Round Two             

After the front office finished celebrating their newest defensive prospect, it was time to direct their attention to the offense. Had Williams not slipped to #6, I think the Jets would have targeted an offensive player at that point, possibly Kevin White. Nonetheless, the draft moved into the second round and most of the top tier offensive players were off the board. However, the Jets were able to find a diamond in the rough when they drafted speedy Ohio State receiver Devin Smith. Smith had a knack for the end zone as a senior with the national champion Buckeyes, scoring 12 touchdowns on the year. Considering that the Jets had yet to find a suitable competitor for incumbent QB Geno Smith at this point in the draft, this pick was a smart one. Although he lacks the size and route-running abilities of a Cooper or a White, Smith will surely help stretch the field and provide a fresh receiving dynamic for whoever ends up under center in New York.  

Pick grade: A-  

Round Three:            

Many fans were hoping that the Jets would snag Baylor QB Bryce Petty with this pick (we’ll get to him next). Instead, Maccagnan went with OLD Lorenzo Maudlin from Louisville. Let me first note that Maudlin is extremely talented and athletic for his size. Some scouts have even drawn comparisons to current Jets LB Quinton Coples. This answers the call of “elite pass rusher” that many fans have been asking for. I would have expected the front office to begin working on the offensive line (or the gaping quarterback hole that still existed at that point) by this round, but this pick fills a need regardless.  

Pick grade: B  

Round Four:              

I think it’s fair to say that the Jets were lucky to have Petty fall this far. Many mock drafts had the former Baylor Bear as the third best quarterback in the draft, as he shined in Baylor’s spread offensive system. He showed NFL level arm strength and great athletic ability for the position. However, questions about a back injury he sustained last season and the adjustment to pro-style offenses still linger, and will continue to do so until he proves them unwarranted. Notwithstanding, fans should be excited about another QB coming in to make Geno Smith work for his spot.  

Pick grade: A-   

Round Five:             

The Jets finally addressed the offensive line in this round by picking up Jarvis Harrison, a guard from Texas A&M. The nimble, 330-pound Harrison showed potential while with the Aggies and is excellent in space. He should contribute to an offensive line that could make good use of his services. At the very least he will push the starters in camp and provide depth.  

Pick grade: B+  

(No pick in round six)  

Round Seven             

With their last pick of the draft the Jets added even more depth to their defensive line with under-the-radar nose tackle Deon Simon of Northwestern State. A presence on the D-line at 325 pounds, Simon impressed scouts by churning out 35 reps on the 225 pound bench press at the NFL Combine.

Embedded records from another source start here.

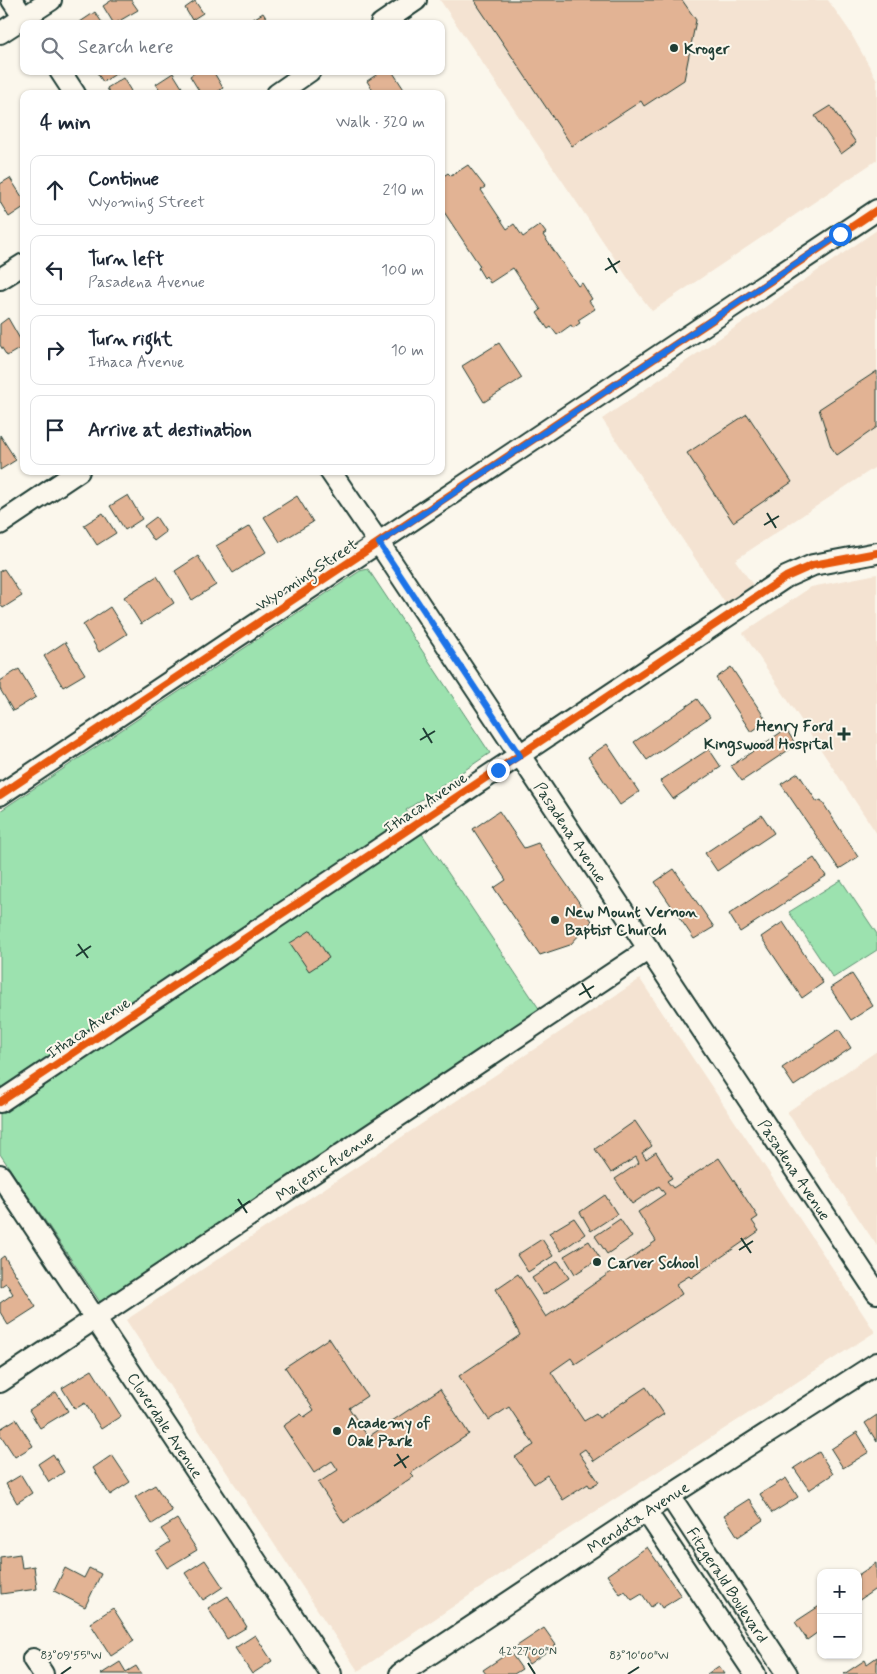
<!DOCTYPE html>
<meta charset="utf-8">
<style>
:root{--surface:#fff;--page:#f6f6f7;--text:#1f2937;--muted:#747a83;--line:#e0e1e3}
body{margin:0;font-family:Mynerve,sans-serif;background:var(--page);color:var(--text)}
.controls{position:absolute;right:15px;bottom:15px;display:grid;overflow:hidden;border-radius:10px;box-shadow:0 1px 4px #0004}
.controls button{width:45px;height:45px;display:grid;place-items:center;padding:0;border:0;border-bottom:1px solid var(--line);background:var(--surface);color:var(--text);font:25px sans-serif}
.stop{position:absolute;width:15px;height:15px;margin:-11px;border:4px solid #1a73e8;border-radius:50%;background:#fff}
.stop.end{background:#1a73e8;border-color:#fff;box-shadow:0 1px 5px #0008}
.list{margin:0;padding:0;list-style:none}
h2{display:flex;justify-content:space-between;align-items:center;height:65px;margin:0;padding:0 20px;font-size:21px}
h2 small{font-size:16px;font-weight:400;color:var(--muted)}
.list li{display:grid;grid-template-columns:32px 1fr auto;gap:15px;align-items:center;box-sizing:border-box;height:70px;margin:0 10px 10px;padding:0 10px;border:1px solid var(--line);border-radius:10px}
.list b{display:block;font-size:19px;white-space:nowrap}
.list p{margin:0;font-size:16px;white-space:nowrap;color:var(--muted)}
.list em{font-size:16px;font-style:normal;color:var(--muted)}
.icon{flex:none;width:28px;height:28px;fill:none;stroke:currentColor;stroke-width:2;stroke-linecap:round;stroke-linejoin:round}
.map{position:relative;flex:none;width:877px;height:1674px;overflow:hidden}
.search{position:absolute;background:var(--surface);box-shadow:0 1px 4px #0004;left:20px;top:20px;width:425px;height:55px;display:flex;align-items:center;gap:12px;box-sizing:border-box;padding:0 18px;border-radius:10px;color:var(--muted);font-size:19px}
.panel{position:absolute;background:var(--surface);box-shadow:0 1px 4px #0004;left:20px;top:90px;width:425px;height:385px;border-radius:10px}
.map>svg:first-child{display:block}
.built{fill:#f4e3d2}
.green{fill:#9ce2af;stroke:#5e9072}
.building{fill:#e2b394;stroke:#1f3d34}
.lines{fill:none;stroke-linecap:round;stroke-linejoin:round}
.minor-casing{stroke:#1f3d34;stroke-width:24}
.minor{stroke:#fbf7ec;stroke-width:20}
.cycleway-casing{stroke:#fbf7ec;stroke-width:11}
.cycleway{stroke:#e8590c;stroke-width:8}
.route{stroke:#1a73e8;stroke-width:6}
.ticks{fill:none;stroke:#1f3d34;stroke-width:2}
.poi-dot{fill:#1f3d34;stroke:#fbf7ec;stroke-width:2}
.labels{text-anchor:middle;stroke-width:4;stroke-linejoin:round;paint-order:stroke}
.poi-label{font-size:16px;font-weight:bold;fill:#1f3d34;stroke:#fbf7ec;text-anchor:start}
.street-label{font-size:16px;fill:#1f3d34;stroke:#fbf7ec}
.ticks-label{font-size:12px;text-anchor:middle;fill:#1f3d34;stroke:#fbf7ec;stroke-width:4;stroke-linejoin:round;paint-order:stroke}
</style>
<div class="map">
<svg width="877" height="1674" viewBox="0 0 877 1674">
<rect width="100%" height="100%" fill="#fbf7ec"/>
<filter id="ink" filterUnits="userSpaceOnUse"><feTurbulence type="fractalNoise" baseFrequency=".02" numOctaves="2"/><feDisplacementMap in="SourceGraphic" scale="10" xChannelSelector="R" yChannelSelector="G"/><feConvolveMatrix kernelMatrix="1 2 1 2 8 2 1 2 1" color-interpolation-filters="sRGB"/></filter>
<g filter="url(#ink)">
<g class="built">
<path d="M440 0H828L849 30 877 80V160L652 311 638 293Z"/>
<path d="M877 230V466L735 560 753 585 725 603 602 419Z"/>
<path d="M877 574V834L743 633 811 587Z"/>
<path d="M640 979 875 1332 548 1542 358 1671 126 1320Z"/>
<path d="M877 1051V1246L787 1112Z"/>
</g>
<g class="green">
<path d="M368 569 490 753 406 810 540 1010 100 1302 0 1154V811L360 571Z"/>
<path d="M841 880 877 934V950L833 978 789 912Z"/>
</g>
<g class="building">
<path d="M112 0H131L138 10 114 24 103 6Z"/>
<path d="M474 0H682L696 20 684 80 644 106 641 101 572 146Z"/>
<path d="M195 1 203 13 192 20 185 8Z"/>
<path d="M95 12 103 24H77Z"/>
<path d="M263 13 270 24H245Z"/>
<path d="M96 71H118L119 72 103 82Z"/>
<path d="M197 71H213L223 88 214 94H201L190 76Z"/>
<path d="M382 71H392L405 91 401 94H375L367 81Z"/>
<path d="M173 73 186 94H163L156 84Z"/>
<path d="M123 78 131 91 128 94H110L107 88Z"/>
<path d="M831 106 856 143 841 154 815 116Z"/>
<path d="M468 165 485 187 481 190 507 229 514 224 523 237 540 225 546 233 543 235 578 286 582 283 592 299 589 301 595 309 578 320 580 323 573 328 571 325 557 335 551 327 548 329 537 313 541 310 513 268 490 283 486 276 484 278 478 268 480 266 444 212 441 214V183L444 181 442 177 448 173 451 176Z"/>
<path d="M10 178 24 200V207L9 217 0 202V184Z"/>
<path d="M8 318 24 346 7 356 0 345V324Z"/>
<path d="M499 343 522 378 484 402 462 366Z"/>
<path d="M877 371V427L837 455 831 447 819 409Z"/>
<path d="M747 414 792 482 733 522 687 453Z"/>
<path d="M0 435 16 460 0 470Z"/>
<path d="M128 495 142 519 125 530 110 506Z"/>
<path d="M297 496 313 522 280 542 264 517Z"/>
<path d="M103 513 116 533 97 545 84 525Z"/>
<path d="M156 517 166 532 154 541 144 526Z"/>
<path d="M250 526 266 552 233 573 216 546Z"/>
<path d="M198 556 216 585 192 600 175 571Z"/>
<path d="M4 569 22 596 3 608 0 604V571Z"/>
<path d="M157 576 174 603 141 624 124 597Z"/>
<path d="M110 607 127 634 99 652 83 625Z"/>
<path d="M65 642 85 674 63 687 44 656Z"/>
<path d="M731 667 767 721 751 732 716 678Z"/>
<path d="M19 669 36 697 13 711 0 689V681Z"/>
<path d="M697 699 710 717 647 760 634 742Z"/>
<path d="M786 729 796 745 742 781 731 766Z"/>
<path d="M607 744 639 792 620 805 588 757Z"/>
<path d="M709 749 721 767 673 799 660 781Z"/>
<path d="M798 773 817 802 821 800 858 857 839 869 781 784Z"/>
<path d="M499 811 524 848 538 843 592 921 570 945 540 955 494 888 506 880 473 829Z"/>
<path d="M762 815 774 833 717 871 705 853Z"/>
<path d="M814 858 826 876 740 932 729 914Z"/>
<path d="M674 869 714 927 694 939 655 882Z"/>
<path d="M783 922 823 983 802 998 761 937Z"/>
<path d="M311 930 329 958 309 971 290 943Z"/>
<path d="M852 974 873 1006 851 1020 830 988Z"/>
<path d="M839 1029 851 1048 794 1086 782 1068Z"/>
<path d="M635 1121 652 1146 642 1153 646 1159 656 1152 672 1178 667 1181 673 1188 719 1158 758 1217 752 1221 759 1231 691 1278 689 1276 676 1284 682 1294 575 1364 571 1358 551 1372 584 1421 596 1414 599 1418 646 1387 664 1414 594 1461 585 1449 579 1453 599 1482 590 1487 588 1484 563 1500 547 1475 534 1484 515 1457 534 1445 509 1407 489 1420 459 1376 520 1335 496 1289 518 1274 546 1317 656 1241 638 1212 665 1194 659 1186 632 1204 615 1179 639 1163 636 1157 611 1173 595 1149Z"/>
<path d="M605 1195 617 1214 591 1231 580 1212Z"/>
<path d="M574 1218 585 1234 561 1251 549 1233Z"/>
<path d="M620 1219 632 1237 607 1254 595 1236Z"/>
<path d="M542 1239 553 1256 528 1272 517 1255Z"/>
<path d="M589 1241 600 1258 575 1274 564 1256Z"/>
<path d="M4 1256 36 1307 8 1325 0 1312V1303L13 1294 6 1283 0 1287V1259Z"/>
<path d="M558 1261 569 1278 543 1295 532 1278Z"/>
<path d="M329 1338 367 1396 349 1408 368 1437 440 1389 469 1434 411 1473 414 1476 344 1523 318 1483 338 1470 332 1461 314 1473 283 1426 301 1414 304 1417 314 1410 285 1367Z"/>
<path d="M92 1370 121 1416 101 1429 85 1403 75 1409 62 1388Z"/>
<path d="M56 1392 68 1411 40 1428 29 1410Z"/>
<path d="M877 1415V1442L865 1423Z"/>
<path d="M16 1419 33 1446 15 1457 0 1434V1429Z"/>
<path d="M857 1432 869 1452 843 1468 831 1449Z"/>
<path d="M819 1452 833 1474 809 1490 794 1468Z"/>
<path d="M53 1454 64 1472 49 1482 38 1464Z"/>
<path d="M112 1455 130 1482 110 1495 93 1468Z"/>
<path d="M21 1475 32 1493 17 1503 6 1484Z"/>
<path d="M786 1478 798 1497 772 1513 760 1494Z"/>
<path d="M155 1485 172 1511 152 1524 135 1497Z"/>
<path d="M749 1499 763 1520 738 1537 724 1515Z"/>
<path d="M177 1519 197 1550 167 1568 156 1551 170 1542 161 1529Z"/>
<path d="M647 1547 681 1596 662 1608 658 1602 651 1607 642 1594 632 1600 625 1591 620 1594 607 1575Z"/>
<path d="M20 1554 22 1568 34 1566 37 1589 1 1594 0 1557Z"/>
<path d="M205 1560 223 1587 203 1600 185 1573Z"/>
<path d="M876 1563 877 1588 858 1601V1575Z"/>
<path d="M65 1568 84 1578 89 1568 101 1574 85 1607 54 1591Z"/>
<path d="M228 1596 247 1627 227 1639 208 1608Z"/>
<path d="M821 1605V1630L807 1640 795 1622Z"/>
<path d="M113 1608 134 1641 111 1656 90 1623Z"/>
<path d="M544 1628 556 1645 529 1664 517 1646Z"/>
<path d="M255 1635 272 1661 252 1674 235 1648Z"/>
<path d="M510 1652 522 1669 514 1674H486L483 1670Z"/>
<path d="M877 1657V1674H844L865 1660 867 1664Z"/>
<path d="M120 1662 126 1672 136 1666 141 1674H101Z"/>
<path d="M719 1666 725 1674H707Z"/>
</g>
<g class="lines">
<defs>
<g id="minor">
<path d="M12 0 28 24"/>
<path d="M381 24 416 0"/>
<path d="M0 33 51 0"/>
<path d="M60 71 75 94"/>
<path d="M277 94 310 71"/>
<path d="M0 279 24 264"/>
<path id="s1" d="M330 471 379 543 877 1293"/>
<path d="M0 524 79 471"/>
<path d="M0 795 877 210"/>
<path d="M0 1102 786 577 813 565 877 553"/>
<path id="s2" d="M0 1175 331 1674"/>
<path id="s3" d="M0 1382 649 949"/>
<path id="s4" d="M670 1496 787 1674"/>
<path d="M646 1511 755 1674"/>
<path d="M33 1659 43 1674"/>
<path id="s5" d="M400 1674 646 1511 877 1363"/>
</g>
</defs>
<use href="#minor" class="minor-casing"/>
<use href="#minor" class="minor"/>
<defs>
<g id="cycleway">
<path d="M0 795 877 210"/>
<path d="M0 1102 786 577 813 565 877 553"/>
</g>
</defs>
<use href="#cycleway" class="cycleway-casing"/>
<use href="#cycleway" class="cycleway"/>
</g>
</g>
<g class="lines" filter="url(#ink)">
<path class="route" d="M498 770 520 756 379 543 840 234"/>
</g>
<path class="ticks" d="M608 258 617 273M605 270 620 261M767 513 776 528M764 525 779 516M423 728 432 743M420 740 435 731M78 944 88 958M76 956 91 946M582 983 591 998M579 995 594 986M238 1199 247 1213M235 1211 250 1201M741 1238 751 1253M739 1250 753 1241M397 1454 406 1468M394 1466 409 1456M528 1663 535 1674M61 1674 71 1667M628 1674 639 1667"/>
<g class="poi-dot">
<circle cx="674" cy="48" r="5"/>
<path d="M841.5 726.5h5v5h5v5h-5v5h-5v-5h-5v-5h5z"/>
<circle cx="555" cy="920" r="5"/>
<circle cx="597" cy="1262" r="5"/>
<circle cx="337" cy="1431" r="5"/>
</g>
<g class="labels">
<g class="poi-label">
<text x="684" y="54">Kroger</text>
<text x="833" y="731" text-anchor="end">Henry Ford<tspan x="833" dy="18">Kingswood Hospital</tspan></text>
<text x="565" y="917">New Mount Vernon<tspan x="565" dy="18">Baptist Church</tspan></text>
<text x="607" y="1268">Carver School</text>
<text x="347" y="1428">Academy of<tspan x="347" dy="18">Oak Park</tspan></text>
</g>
<g class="street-label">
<text transform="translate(306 574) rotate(-33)" y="6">Wyoming Street</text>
<text transform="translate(425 802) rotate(-34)" y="6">Ithaca Avenue</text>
<text dy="6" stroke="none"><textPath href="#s1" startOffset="434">Pasadena Avenue</textPath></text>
<text transform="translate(88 1027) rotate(-34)" y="6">Ithaca Avenue</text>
<text dy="6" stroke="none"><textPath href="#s3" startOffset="390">Majestic Avenue</textPath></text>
<text dy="6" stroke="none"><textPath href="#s1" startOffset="839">Pasadena Avenue</textPath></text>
<text dy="6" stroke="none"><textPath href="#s2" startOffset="300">Cloverdale Avenue</textPath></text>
<text dy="6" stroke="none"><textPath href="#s5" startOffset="285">Mendota Avenue</textPath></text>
<text dy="6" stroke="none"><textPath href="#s4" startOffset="106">Fitzgerald Boulevard</textPath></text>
</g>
</g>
<g class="ticks-label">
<text x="528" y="1655">42°27'00"N</text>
<text x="71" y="1659">83°09'55"W</text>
<text x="639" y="1659">83°10'00"W</text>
</g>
</svg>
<div class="controls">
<button>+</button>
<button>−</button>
</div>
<div class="stop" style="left:840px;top:234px"></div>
<div class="stop end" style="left:498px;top:770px"></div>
<div class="search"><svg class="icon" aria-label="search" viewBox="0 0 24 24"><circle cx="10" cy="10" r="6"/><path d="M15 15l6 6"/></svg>Search here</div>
<section class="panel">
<h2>4 min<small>Walk · 320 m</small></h2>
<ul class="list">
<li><svg class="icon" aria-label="ahead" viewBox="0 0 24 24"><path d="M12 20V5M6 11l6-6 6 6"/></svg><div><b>Continue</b><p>Wyoming Street</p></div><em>210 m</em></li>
<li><svg class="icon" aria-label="left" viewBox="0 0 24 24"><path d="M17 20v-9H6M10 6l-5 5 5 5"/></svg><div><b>Turn left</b><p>Pasadena Avenue</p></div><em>100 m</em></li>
<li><svg class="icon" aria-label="right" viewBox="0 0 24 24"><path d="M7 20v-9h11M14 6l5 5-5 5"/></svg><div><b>Turn right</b><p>Ithaca Avenue</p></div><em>10 m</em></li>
<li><svg class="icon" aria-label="arrive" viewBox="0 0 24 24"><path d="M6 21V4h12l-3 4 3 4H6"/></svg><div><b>Arrive at destination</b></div></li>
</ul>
</section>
</div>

Like Harrison, Simon will, at the least, provide good support on the line and keep the starters working.   

Pick grade: B             

Looking at the entire draft, one may not be blown away by the offensive talent that was sought out in the second and fourth rounds. I think that Petty will adjust to the pros better than scouts expect, and that Smith will find his stride as a deep-threat receiver for the Jets. The defensive upgrades in the draft are apparent, and there’s no doubt that Leonard Williams will immediately impact the defensive line positively with his attitude and play. Overall, this draft leads me to believe that we will see a much better version of the Jets this year, possibly with a new leader under center. Things are definitely looking up for Gang Green.